[Problem to work on]: Your reply should contain the whole listing below, repeated exactly, and no images.

· · · · · · ·

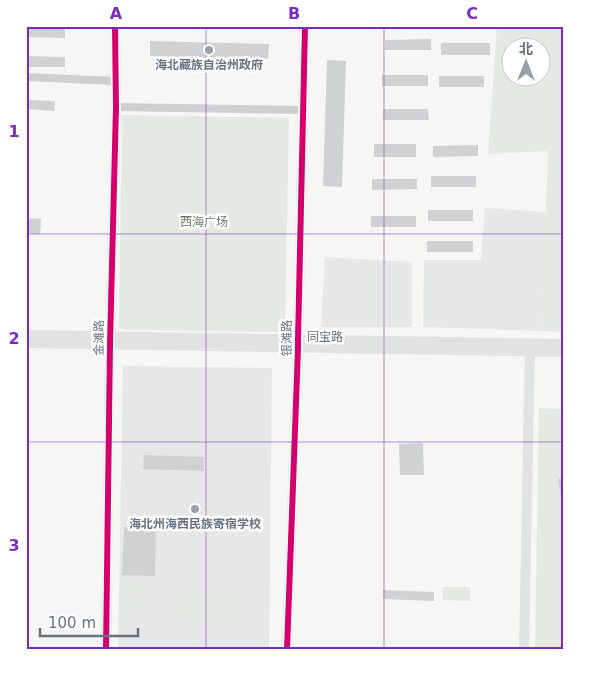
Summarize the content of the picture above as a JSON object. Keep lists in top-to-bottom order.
{
  "streets": {
    "street": ["同宝路", "金滩路", "银滩路"]
  },
  "crossings": [
    ["同宝路", "金滩路"],
    ["同宝路", "银滩路"]
  ],
  "parks": ["西海广场"],
  "places": ["海北藏族自治州政府", "海北州海西民族寄宿学校"],
  "scale_bar": "100 m",
  "north": "top",
  "grid": {
    "columns": ["A", "B", "C"],
    "rows": ["1", "2", "3"]
  }
}
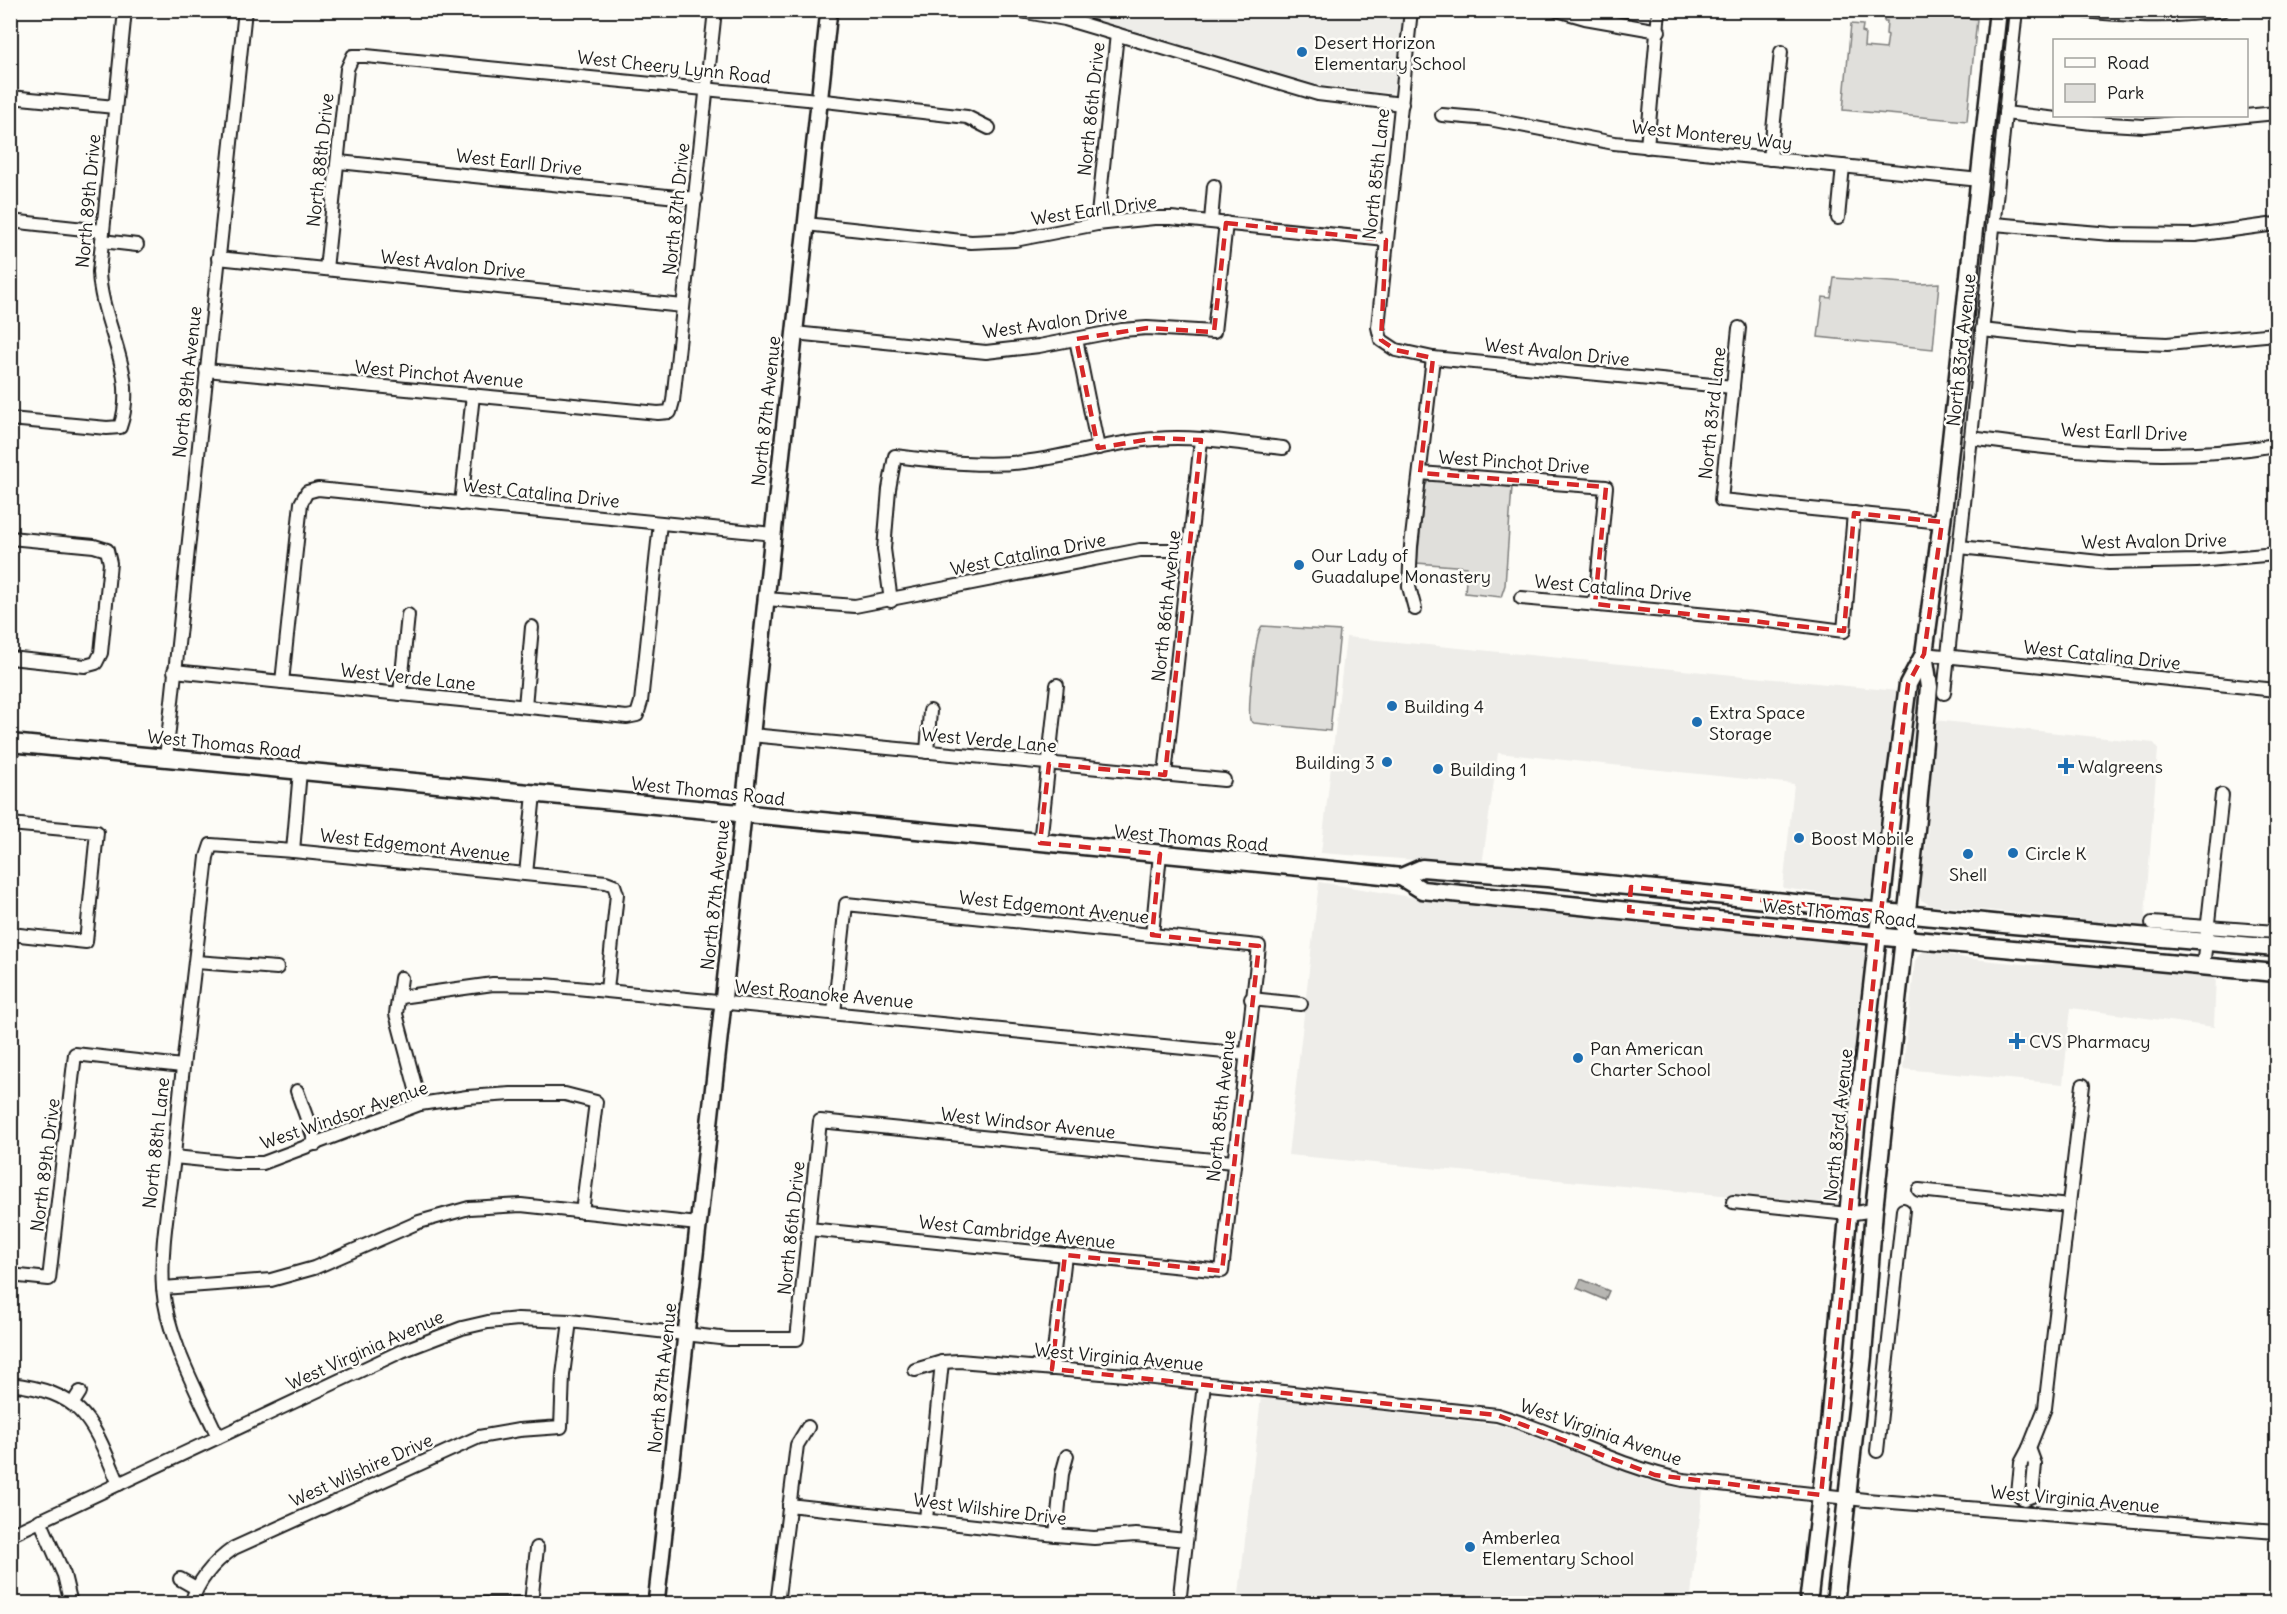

· · · · · · ·

[Solution to this exercise]:
Summarize the content of the picture above as a JSON object. Keep lists in top-to-bottom order.
{
  "streets": {
    "street": ["同宝路", "金滩路", "银滩路"]
  },
  "crossings": [
    ["同宝路", "金滩路"],
    ["同宝路", "银滩路"]
  ],
  "parks": ["西海广场"],
  "places": ["海北藏族自治州政府", "海北州海西民族寄宿学校"],
  "scale_bar": "100 m",
  "north": "top",
  "grid": {
    "columns": ["A", "B", "C"],
    "rows": ["1", "2", "3"]
  }
}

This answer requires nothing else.